Papier-Revival

Mitte der 1960er Jahre waren Papierkleider der letzte Schrei. Für kurze Zeit. Der Trend könnte wieder kommen – als nachhaltige Variante.

Es begann mit einem Werbegag. Eine amerikanische Firma für Toilettenpapier verschickte Papierkleider an ihre Kundinnen als eine Art Treueprämie. Es traf den Zeitgeist der angehenden Wegwerfgesellschaft. Die Kleider waren bunt. Und billig. Zwischen einem und acht Dollar, das Stück. Bedruckt mit allem, was man wollte – oder was sich auf Papier drucken ließ: Muster, Stars, Tiere, Blumen, Autos, Kunst und natürlich Werbung. Auch Wahlkampf wurden mit den Kleidern gemacht. Ein hübsche junge Frau in einem Minikleid, bedruckt mit „Nixon“ war ein echter Hingucker – anders als ein Wahlplakat mit der einfältigen Visage des republikanischen Präsidentschaftskandidaten.

Jede Woche ein neues Kleid – das konnten sich nun auch weniger betuchte Konsumenten leisten. Tatsächlich waren nicht alle Modelle aus reinem Papier. Es hätte wohl zu wenige Bewegungen mitgemacht und sich beim leisesten Anflug von Regen zügig verabschiedet. Um mehr Stabilität zu erreichen, enthielten einige der Kleider auch Kunstfasern wie Reyon (Viskose) oder Kaycel. Der Trend war kurz. Vermutlich war es den meisten Frauen zu anstrengend, sich ständig neue Kleider anzuschaffen – auch wenn sie wenig kosteten. Einige Konsumentinnen plagte ihr Umweltbewusstsein. Letztlich waren die Modelle zu wenig alltagstauglich – verglichen mit gängigen Textilien wie Baumwolle oder Nylon.

Papier selbst blieb immer wieder ein Thema der Mode. Etwa 2012, als die Jil Sander Vasari Bag, eine leicht behandelte braune Papiertüte mit Firmenlogo, einen gewaltigen Hype auslöste und Käufer bereit waren, 200 € pro Stück hinzublättern.

Vielleicht manifestiert sich in dieser aufflammenden Papierwertschätzung eine nostalgische Gegenbewegung zur wachsenden Digitalisierung.
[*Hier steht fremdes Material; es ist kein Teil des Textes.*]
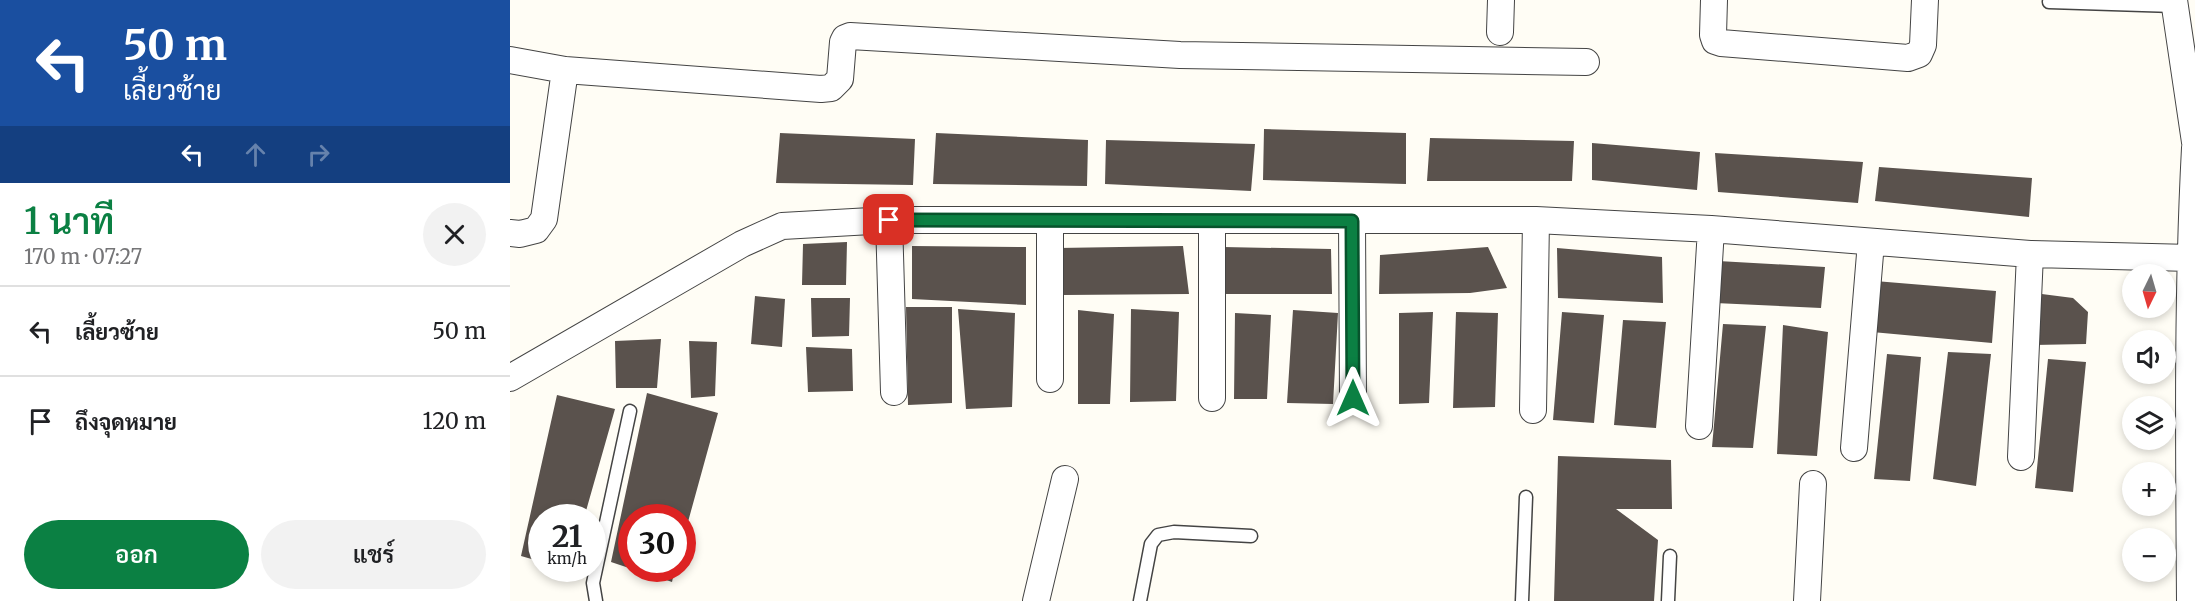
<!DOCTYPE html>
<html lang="th">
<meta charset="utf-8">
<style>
:root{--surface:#fff;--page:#f2f2f2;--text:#202124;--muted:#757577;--line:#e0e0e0;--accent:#0b8043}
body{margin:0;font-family:Merriweather,Sarabun,serif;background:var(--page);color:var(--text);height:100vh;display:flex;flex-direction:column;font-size:22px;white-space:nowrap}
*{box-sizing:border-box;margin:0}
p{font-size:20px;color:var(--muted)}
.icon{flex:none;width:33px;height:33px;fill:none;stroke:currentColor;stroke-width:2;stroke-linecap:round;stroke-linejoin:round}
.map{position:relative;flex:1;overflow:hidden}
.details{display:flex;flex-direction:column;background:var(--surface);width:510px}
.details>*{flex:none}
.guide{background:#1a4fa0;color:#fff;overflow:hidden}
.needle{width:39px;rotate:185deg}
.tools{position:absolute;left:1612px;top:264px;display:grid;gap:12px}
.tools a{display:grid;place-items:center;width:54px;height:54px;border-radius:50%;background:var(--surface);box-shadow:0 3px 9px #0003;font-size:30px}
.speed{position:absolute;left:18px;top:504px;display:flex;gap:12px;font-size:30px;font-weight:700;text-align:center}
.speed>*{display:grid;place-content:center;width:78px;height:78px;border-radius:50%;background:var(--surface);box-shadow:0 3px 9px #0003;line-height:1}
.speed small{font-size:15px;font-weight:400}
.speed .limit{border:9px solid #d22;background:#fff;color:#111}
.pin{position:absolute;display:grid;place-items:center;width:51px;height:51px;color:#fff;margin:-26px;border-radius:12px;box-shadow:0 3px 9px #0006}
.me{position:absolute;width:66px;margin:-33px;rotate:0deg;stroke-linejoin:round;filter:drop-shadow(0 0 4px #0008)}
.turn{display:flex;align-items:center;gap:21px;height:126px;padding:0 24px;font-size:27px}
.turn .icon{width:78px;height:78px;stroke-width:2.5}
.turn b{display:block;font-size:42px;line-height:51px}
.lanes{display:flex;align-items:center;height:57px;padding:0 24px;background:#0003;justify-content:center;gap:30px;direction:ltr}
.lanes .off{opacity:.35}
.round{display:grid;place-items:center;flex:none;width:63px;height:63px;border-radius:32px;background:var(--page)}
.summary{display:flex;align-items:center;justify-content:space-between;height:102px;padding:0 24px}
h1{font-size:36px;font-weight:600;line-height:45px;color:var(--accent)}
.action{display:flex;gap:12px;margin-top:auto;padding:12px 24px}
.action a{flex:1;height:69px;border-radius:36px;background:var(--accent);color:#fff;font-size:24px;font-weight:600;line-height:69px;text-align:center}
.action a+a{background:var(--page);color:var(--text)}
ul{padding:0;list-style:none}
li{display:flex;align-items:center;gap:18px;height:90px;padding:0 24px;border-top:2px solid var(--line)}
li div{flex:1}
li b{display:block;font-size:22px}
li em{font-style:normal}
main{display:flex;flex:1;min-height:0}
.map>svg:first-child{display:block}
</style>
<main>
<section class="details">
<div class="guide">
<div class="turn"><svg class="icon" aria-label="left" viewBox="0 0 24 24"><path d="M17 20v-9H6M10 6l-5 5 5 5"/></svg><div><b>50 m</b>เลี้ยวซ้าย</div></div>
<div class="lanes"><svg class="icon" aria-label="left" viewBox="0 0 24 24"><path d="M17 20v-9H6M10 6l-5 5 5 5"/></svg><svg class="icon off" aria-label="ahead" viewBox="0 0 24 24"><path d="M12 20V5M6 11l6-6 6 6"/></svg><svg class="icon off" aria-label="right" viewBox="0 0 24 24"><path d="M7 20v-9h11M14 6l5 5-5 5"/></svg></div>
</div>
<div class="summary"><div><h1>1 นาที</h1><p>170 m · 07:27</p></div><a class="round"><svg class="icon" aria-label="close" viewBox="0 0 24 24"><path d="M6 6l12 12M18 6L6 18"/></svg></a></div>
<ul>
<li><svg class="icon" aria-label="left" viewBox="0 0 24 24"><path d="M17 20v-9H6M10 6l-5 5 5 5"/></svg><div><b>เลี้ยวซ้าย</b></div><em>50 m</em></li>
<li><svg class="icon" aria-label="arrive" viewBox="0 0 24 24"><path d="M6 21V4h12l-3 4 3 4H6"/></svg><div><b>ถึงจุดหมาย</b></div><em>120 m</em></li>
</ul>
<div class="action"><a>ออก</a><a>แชร์</a></div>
</section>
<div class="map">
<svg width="1685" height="601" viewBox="0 0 1685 601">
<rect width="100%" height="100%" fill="#fffdf5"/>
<!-- building -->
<path fill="#5a524d" d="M 754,129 L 896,133 L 896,184 L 753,180 Z
M 270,133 L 405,139 L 403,185 L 266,183 Z
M 426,133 L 578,140 L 577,186 L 423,184 Z
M 920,138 L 1064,141 L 1062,181 L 917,181 Z
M 596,140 L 745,144 L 741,191 L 595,184 Z
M 1082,143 L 1190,152 L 1187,190 L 1082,180 Z
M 1205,153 L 1353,162 L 1348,203 L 1208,192 Z
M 1369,167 L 1522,178 L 1519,217 L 1365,201 Z
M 337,242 L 336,285 L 292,285 L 293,244 Z
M 402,246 L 516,247 L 516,305 L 402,299 Z
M 673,246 L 679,294 L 554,295 L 548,248 Z
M 713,247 L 821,249 L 822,294 L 714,294 Z
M 978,247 L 997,288 L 960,293 L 869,294 L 870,255 Z
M 1047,248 L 1152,257 L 1153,303 L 1048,298 Z
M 1208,261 L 1315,267 L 1311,308 L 1205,303 Z
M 1365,281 L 1486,291 L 1482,343 L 1362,332 Z
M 1524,293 L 1563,298 L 1578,312 L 1576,344 L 1524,345 Z
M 245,296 L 275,299 L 272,347 L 241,344 Z
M 301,298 L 340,298 L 339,336 L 302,337 Z
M 396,307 L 442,307 L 442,403 L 398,405 Z
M 448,309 L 505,313 L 502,407 L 456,409 Z
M 621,309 L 669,312 L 666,401 L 620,402 Z
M 568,310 L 604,314 L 600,404 L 568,404 Z
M 783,310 L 828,313 L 823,404 L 777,403 Z
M 923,312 L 919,403 L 889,404 L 889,313 Z
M 946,312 L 988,313 L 985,407 L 943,408 Z
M 1052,312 L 1094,315 L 1084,423 L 1043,420 Z
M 725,313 L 761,315 L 757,399 L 724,399 Z
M 1113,320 L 1156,322 L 1146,428 L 1104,425 Z
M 1213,324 L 1256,326 L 1243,448 L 1202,447 Z
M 1273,325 L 1318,332 L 1307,456 L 1267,454 Z
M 151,339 L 147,388 L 106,388 L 105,341 Z
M 179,341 L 207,342 L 205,396 L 181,398 Z
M 296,347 L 342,349 L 343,391 L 298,392 Z
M 1438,352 L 1481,354 L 1466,486 L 1423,479 Z
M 1377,354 L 1411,357 L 1400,481 L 1364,479 Z
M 1538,359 L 1576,362 L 1563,492 L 1525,488 Z
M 137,393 L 208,413 L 173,540 L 172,518 L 122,518 L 122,569 L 101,562 Z
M 47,395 L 105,409 L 74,518 L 32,518 L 32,562 L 11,556 Z
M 1048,456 L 1161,460 L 1162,509 L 1106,509 L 1148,540 L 1144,601 L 1044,601 Z
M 122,568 L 165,568 L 162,582 Z"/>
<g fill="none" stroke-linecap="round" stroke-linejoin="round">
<!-- lane casing -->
<g stroke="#444" stroke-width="15">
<path id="lane" d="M 1539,2 L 1664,6
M 86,601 L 83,583 L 120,411
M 630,601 L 641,544 L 648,535 L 664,532 L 741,536
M 1012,601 L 1016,497
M 1158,601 L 1160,556"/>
</g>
<!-- street casing -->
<g stroke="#444" stroke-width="28">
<path id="street" d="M 1204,0 L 1203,35 L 1205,41 L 1211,43 L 1398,58 L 1409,54 L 1413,45 L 1415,0
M 1664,0 L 1685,142
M 990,32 L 991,0
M 0,60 L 55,70 L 311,89 L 321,88 L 330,79 L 333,42 L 335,38 L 340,36 L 670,55 L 1076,62
M 379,220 L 384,392
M 842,221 L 843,398
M 0,233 L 10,234 L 26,230 L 34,219 L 55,70
M 0,378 L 232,244 L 272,226 L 379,220 L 1026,220 L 1201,229 L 1520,254 L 1681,258
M 540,379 L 540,220
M 702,398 L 702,221
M 1023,410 L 1026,220
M 1189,426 L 1201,229
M 1344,448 L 1361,242
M 1511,457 L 1520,254
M 526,601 L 555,479
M 1297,601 L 1303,484
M 1680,601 C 1679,450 1677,299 1685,148"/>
</g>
<!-- lane -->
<use href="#lane" stroke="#fff" stroke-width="12"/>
<!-- street -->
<use href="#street" stroke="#fff" stroke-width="26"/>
</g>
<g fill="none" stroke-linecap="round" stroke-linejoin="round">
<!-- route casing -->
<g stroke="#07532c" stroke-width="15">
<path id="route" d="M 379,220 L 842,221 L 843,398"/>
</g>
<!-- route -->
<use href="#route" stroke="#0b8043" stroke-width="10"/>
</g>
</svg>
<div class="tools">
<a><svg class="needle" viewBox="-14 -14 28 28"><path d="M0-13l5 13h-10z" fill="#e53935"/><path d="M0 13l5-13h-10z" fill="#757577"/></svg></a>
<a><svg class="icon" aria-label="sound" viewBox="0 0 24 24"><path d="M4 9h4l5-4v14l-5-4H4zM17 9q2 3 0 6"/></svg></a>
<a><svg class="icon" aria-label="layers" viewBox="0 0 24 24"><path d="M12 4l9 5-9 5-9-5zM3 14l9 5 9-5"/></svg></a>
<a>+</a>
<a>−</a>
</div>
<div class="speed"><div>21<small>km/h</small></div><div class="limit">30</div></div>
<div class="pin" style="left:379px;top:220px;background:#d93025"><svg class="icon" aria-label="arrive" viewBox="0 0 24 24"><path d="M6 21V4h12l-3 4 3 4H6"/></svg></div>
<svg class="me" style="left:843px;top:398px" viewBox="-20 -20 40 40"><path d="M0-17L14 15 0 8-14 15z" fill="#0b8043" stroke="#fff" stroke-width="4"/></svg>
</div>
</main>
Denn vor allem als Brief oder schönes Buch zeigt Papier seine sinnliche Seite, der sich auch die Mode immer öfter bedient, wenn sie für Modeschauen klassische Papierorte (Bibliotheken) wählt oder sich von Buchheldinnen inspirieren lässt – wie Max Mara bei der Präsentation seiner Frühjahr-Sommer-Kollektion 2019 auf der Mailänder Modewoche.

Auch Kleidung aus Papier oder vielmehr papierähnlichen Materialien ist wieder gefragt. In erster Linie für sehr spezifische Anwendungen, vor allem als Schutzanzüge in Labors und Reinräumen. Die Kunstfaser Tyvek beispielsweise wirkt außen wie Papier, ist genauso leicht und dünn, dabei sehr robust und wasserabweisend. Eher alltagsorientiert, aber mehr Richtung Accessoires ist, was die Berliner Firma Paprcuts daraus macht: Portemonnaies, Kultur- und Bauchtaschen. Der gegenwärtige Trend zur Nachhaltigkeit könnte durchaus beitragen, dass „Papierkleidung“ in Form von langlebigen und umweltfreundlich hergestellten Materialien wie Tyvek seinen Markt findet. Das innovative Label Luxaa aus Sachsen-Anhalt experimentiert schon seit Jahren mit dem Material und führt in seinem Sortiment bereits Kleider, Röcke und Shirts aus Tyvek. Noch sind sie einfarbig, doch da Tyvek sich genauso gut bedrucken lässt wie Papier, ist hier auch optisch alles möglich.